Living Downeast feels safe, but there always is a potential for something to happen. Hazardous chemicals and other dangerous materials regularly are trucked across the two international bridges that connect Calais with St. Stephen, New Brunswick. There also is the potential for weather-related disasters that could force people out of their homes and into shelters.

So preparation is crucial.

The recent exercise was organized in part by Posick. “As the emergency management director for the city of Calais, I did a lot of planning in putting this meeting together, the college has been outstanding in helping with this process,” he said.

Individuals met in three different groups, Posick said, and discussed opening and operating the shelters in the event of a disaster. “What I am looking for is the most efficient way and the most cost-effective way of opening the shelters,” he said.

Harriman said that city, county and state officials including PAWS stand ready to help.
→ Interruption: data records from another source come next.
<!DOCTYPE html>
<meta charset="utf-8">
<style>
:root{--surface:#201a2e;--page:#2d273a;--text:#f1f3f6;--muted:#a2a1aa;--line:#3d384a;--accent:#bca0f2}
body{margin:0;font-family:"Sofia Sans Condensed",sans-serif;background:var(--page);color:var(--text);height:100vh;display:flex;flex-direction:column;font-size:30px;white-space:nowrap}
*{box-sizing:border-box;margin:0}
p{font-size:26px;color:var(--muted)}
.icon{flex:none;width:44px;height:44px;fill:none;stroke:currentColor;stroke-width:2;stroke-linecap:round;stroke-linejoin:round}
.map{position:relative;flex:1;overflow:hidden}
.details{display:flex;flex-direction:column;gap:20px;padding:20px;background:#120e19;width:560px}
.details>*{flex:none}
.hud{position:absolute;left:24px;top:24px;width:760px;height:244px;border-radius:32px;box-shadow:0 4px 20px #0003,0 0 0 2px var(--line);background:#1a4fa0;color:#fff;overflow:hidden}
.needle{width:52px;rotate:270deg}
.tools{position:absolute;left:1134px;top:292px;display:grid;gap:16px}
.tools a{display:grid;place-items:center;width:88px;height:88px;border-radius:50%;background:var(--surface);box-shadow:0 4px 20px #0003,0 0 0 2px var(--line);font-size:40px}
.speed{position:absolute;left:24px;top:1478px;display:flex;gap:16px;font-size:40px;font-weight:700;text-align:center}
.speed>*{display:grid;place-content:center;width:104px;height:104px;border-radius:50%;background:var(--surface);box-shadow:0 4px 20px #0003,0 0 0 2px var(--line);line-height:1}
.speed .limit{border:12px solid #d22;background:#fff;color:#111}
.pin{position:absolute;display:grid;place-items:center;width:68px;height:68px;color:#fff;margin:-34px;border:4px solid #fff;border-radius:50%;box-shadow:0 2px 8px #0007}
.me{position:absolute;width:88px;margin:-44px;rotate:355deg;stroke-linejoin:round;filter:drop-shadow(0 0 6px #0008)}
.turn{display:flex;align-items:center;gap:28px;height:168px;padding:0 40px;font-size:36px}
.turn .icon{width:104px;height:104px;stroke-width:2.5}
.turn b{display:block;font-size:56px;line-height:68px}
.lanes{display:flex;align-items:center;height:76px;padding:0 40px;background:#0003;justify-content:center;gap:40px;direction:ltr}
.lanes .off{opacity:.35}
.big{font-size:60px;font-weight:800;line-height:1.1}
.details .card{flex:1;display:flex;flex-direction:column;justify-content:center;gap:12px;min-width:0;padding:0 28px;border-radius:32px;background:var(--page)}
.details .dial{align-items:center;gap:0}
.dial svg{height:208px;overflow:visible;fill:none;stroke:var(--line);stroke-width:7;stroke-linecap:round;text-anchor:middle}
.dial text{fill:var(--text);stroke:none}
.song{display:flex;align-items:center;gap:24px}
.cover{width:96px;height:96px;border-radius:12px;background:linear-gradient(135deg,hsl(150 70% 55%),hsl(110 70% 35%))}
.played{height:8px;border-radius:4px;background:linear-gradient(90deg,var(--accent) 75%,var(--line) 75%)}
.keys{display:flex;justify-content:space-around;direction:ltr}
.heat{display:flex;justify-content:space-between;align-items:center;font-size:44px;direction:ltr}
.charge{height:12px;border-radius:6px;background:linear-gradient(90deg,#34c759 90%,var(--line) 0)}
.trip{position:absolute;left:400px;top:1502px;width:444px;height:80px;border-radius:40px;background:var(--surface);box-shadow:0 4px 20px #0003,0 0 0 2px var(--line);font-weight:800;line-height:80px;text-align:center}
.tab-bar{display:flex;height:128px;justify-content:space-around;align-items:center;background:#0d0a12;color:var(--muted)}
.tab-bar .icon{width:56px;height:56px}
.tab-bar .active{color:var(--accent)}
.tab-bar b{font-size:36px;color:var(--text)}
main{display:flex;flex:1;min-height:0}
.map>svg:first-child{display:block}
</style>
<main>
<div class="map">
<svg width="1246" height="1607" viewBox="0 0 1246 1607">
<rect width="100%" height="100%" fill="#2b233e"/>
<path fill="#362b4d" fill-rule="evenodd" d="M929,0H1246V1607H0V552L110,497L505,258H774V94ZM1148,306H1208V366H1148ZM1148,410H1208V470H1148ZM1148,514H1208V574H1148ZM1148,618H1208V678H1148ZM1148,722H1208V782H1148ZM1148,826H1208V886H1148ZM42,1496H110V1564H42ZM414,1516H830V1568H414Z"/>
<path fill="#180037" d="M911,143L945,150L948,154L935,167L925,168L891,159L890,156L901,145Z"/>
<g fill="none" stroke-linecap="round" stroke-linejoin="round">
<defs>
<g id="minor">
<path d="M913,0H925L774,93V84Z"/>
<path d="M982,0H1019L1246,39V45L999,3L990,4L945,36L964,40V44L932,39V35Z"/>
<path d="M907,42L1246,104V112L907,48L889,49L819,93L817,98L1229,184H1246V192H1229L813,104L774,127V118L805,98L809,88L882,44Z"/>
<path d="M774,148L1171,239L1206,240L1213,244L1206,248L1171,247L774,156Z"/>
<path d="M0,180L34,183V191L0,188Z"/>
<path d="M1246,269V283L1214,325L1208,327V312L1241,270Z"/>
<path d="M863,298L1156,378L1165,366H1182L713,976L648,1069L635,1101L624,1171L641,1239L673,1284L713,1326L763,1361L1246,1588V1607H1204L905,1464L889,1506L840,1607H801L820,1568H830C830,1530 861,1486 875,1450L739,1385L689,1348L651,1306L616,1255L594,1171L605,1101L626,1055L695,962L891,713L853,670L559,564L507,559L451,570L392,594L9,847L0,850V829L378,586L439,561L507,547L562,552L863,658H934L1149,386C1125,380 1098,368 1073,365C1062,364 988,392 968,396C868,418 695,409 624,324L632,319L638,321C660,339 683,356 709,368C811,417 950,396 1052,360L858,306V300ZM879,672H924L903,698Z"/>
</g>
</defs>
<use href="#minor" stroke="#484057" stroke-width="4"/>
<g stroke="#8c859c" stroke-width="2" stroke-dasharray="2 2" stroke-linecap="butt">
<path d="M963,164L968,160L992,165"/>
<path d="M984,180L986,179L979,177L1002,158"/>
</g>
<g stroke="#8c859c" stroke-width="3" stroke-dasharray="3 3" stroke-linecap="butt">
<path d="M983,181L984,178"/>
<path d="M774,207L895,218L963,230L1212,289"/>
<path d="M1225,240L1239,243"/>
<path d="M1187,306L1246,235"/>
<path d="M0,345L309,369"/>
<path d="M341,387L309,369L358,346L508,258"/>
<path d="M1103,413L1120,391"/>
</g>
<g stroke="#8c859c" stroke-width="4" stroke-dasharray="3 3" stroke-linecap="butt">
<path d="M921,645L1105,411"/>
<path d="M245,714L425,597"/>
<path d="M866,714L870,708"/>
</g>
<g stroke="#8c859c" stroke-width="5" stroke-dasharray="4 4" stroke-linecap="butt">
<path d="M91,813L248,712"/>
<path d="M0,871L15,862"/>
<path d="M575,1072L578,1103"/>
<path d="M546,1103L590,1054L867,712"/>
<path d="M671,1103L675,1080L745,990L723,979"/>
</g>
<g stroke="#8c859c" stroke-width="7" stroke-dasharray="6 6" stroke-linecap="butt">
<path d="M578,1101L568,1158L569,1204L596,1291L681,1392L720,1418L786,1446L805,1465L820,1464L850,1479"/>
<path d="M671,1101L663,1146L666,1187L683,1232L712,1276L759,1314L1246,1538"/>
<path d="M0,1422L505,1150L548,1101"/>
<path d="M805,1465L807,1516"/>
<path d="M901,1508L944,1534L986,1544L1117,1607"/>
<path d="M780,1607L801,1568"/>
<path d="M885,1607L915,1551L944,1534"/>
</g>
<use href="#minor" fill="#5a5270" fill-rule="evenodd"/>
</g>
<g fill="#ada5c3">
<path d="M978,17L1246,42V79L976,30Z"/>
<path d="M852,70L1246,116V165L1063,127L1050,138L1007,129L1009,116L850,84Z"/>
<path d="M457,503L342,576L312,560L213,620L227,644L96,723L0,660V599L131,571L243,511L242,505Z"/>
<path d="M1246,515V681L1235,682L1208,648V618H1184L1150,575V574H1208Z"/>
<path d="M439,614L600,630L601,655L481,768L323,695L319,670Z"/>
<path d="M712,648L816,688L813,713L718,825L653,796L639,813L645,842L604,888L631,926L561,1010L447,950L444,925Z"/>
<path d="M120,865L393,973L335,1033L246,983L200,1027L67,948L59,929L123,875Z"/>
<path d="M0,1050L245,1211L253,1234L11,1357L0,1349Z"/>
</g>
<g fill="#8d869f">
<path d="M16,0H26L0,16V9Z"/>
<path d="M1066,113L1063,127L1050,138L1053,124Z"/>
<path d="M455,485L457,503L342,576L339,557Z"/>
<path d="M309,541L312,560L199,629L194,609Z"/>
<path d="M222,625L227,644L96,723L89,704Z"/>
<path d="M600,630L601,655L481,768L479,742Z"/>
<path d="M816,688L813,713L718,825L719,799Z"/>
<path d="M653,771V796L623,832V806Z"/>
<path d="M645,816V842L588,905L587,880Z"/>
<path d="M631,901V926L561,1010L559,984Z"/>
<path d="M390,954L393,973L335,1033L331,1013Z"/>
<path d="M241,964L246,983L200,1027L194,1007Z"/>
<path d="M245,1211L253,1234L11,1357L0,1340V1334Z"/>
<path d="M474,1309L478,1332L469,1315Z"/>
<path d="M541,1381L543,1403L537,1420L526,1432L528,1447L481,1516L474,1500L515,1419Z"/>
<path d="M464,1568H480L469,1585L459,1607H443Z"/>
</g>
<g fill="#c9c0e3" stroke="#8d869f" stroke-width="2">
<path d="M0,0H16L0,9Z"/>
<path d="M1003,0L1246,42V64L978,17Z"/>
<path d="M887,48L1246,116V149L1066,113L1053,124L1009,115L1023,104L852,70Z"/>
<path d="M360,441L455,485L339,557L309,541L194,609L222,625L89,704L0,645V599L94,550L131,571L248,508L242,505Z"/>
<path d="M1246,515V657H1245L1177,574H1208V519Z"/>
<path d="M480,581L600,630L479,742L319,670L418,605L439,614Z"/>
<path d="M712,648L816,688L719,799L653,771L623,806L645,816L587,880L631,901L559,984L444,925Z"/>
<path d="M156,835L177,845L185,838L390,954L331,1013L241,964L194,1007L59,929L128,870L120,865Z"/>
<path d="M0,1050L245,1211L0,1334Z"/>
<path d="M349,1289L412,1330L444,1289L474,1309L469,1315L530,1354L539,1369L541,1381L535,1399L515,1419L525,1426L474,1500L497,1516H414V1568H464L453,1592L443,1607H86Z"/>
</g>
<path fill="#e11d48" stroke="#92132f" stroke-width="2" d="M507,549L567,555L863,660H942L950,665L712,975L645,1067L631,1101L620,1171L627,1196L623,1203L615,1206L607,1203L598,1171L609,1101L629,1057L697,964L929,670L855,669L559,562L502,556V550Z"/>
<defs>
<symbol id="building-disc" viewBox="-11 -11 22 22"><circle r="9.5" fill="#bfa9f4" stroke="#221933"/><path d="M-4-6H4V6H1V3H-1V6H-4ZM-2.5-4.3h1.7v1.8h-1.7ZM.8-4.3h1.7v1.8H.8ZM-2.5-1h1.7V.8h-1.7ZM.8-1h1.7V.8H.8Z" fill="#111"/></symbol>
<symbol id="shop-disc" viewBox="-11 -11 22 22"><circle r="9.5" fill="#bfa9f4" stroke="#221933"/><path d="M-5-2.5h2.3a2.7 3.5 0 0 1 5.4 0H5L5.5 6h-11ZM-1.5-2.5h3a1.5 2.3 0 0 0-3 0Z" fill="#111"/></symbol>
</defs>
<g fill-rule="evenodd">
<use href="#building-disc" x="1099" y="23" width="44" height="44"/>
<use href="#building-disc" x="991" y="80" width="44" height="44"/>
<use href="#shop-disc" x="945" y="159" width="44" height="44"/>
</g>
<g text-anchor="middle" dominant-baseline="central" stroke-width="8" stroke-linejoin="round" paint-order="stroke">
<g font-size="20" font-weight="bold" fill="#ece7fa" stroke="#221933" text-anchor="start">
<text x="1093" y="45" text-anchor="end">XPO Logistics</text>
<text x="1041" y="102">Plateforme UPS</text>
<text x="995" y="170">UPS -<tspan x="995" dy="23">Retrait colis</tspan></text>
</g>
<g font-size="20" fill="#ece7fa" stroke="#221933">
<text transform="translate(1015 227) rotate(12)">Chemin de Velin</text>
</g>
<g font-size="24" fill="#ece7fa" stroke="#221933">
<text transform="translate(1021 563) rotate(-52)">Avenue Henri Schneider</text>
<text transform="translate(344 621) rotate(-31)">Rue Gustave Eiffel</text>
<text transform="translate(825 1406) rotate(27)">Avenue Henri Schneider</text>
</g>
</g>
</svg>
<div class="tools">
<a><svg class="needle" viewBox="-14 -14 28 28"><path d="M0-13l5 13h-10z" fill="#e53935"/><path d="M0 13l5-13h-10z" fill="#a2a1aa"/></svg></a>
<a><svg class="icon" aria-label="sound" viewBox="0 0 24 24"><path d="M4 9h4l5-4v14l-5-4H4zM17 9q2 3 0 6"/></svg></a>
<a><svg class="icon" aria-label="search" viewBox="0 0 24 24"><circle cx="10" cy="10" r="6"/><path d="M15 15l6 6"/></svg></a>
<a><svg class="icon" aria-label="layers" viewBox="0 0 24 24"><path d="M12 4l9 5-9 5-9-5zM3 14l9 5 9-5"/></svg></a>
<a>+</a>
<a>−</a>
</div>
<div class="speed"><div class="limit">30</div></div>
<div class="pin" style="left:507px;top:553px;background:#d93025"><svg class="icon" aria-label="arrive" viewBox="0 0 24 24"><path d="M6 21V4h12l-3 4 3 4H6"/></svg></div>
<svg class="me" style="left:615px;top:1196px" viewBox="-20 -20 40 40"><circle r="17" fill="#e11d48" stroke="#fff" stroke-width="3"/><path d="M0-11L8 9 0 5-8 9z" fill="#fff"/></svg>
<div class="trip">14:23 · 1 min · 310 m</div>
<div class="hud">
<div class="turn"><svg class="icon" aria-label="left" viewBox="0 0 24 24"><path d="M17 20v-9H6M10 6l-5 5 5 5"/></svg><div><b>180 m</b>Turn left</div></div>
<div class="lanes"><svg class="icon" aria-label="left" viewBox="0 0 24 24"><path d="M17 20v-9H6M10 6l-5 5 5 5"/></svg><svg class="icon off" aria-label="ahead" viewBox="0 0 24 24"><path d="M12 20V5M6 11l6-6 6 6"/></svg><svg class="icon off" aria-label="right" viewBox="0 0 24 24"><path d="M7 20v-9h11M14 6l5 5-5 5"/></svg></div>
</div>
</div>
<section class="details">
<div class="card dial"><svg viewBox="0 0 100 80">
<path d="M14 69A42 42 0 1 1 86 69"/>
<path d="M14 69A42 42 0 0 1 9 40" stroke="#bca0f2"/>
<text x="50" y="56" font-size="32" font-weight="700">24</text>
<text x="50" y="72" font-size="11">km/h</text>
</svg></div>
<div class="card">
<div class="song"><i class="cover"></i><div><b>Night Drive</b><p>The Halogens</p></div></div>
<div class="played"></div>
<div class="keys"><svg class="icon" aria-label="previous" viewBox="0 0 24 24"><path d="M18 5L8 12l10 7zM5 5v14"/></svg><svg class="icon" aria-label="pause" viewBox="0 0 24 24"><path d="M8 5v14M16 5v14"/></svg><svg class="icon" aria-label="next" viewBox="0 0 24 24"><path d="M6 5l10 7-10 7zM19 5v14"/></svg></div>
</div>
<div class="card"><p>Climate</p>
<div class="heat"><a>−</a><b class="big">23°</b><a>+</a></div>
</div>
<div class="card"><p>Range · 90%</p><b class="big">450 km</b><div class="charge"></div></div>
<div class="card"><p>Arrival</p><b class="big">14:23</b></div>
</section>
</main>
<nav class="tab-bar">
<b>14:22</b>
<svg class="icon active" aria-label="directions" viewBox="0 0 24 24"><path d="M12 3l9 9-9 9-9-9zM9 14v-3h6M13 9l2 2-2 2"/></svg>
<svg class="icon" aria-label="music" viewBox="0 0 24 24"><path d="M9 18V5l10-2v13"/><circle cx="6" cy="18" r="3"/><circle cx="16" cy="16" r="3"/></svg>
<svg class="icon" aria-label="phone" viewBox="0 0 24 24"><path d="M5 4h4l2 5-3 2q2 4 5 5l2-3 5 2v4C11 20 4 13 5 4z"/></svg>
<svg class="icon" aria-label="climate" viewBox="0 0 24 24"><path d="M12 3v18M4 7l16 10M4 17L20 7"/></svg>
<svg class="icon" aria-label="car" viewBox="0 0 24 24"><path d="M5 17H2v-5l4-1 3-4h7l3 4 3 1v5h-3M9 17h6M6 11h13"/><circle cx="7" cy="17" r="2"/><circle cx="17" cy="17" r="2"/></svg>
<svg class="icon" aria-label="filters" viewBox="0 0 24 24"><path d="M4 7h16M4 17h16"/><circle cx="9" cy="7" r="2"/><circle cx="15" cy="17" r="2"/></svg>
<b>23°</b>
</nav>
He said that about 20 people attended and included the Calais Fire and Police departments, U.S. Customs and Border Protection, U.S. Border Patrol, the county’s emergency management director, the Maine National Guard, county and local officials, amateur radio operators and the Red Cross, among others.

During the exercise, Harriman said, they discussed everything from administration to logistics in the event of a disaster. “That is everything from eating to keeping people safe,” Harriman said. “We looked at things like ‘how do we communicate with the outside world,’ and ‘how do we keep people occupied,’ among other topics,” he said.

President William Cassidy applauded the efforts of all participating entities and indicated this is just another example of how Washington County area communities and agencies are collaborating on an endeavor to the benefit of all.

At the end of the exercise, Posick and Harriman said they were pleased with the success of the meeting.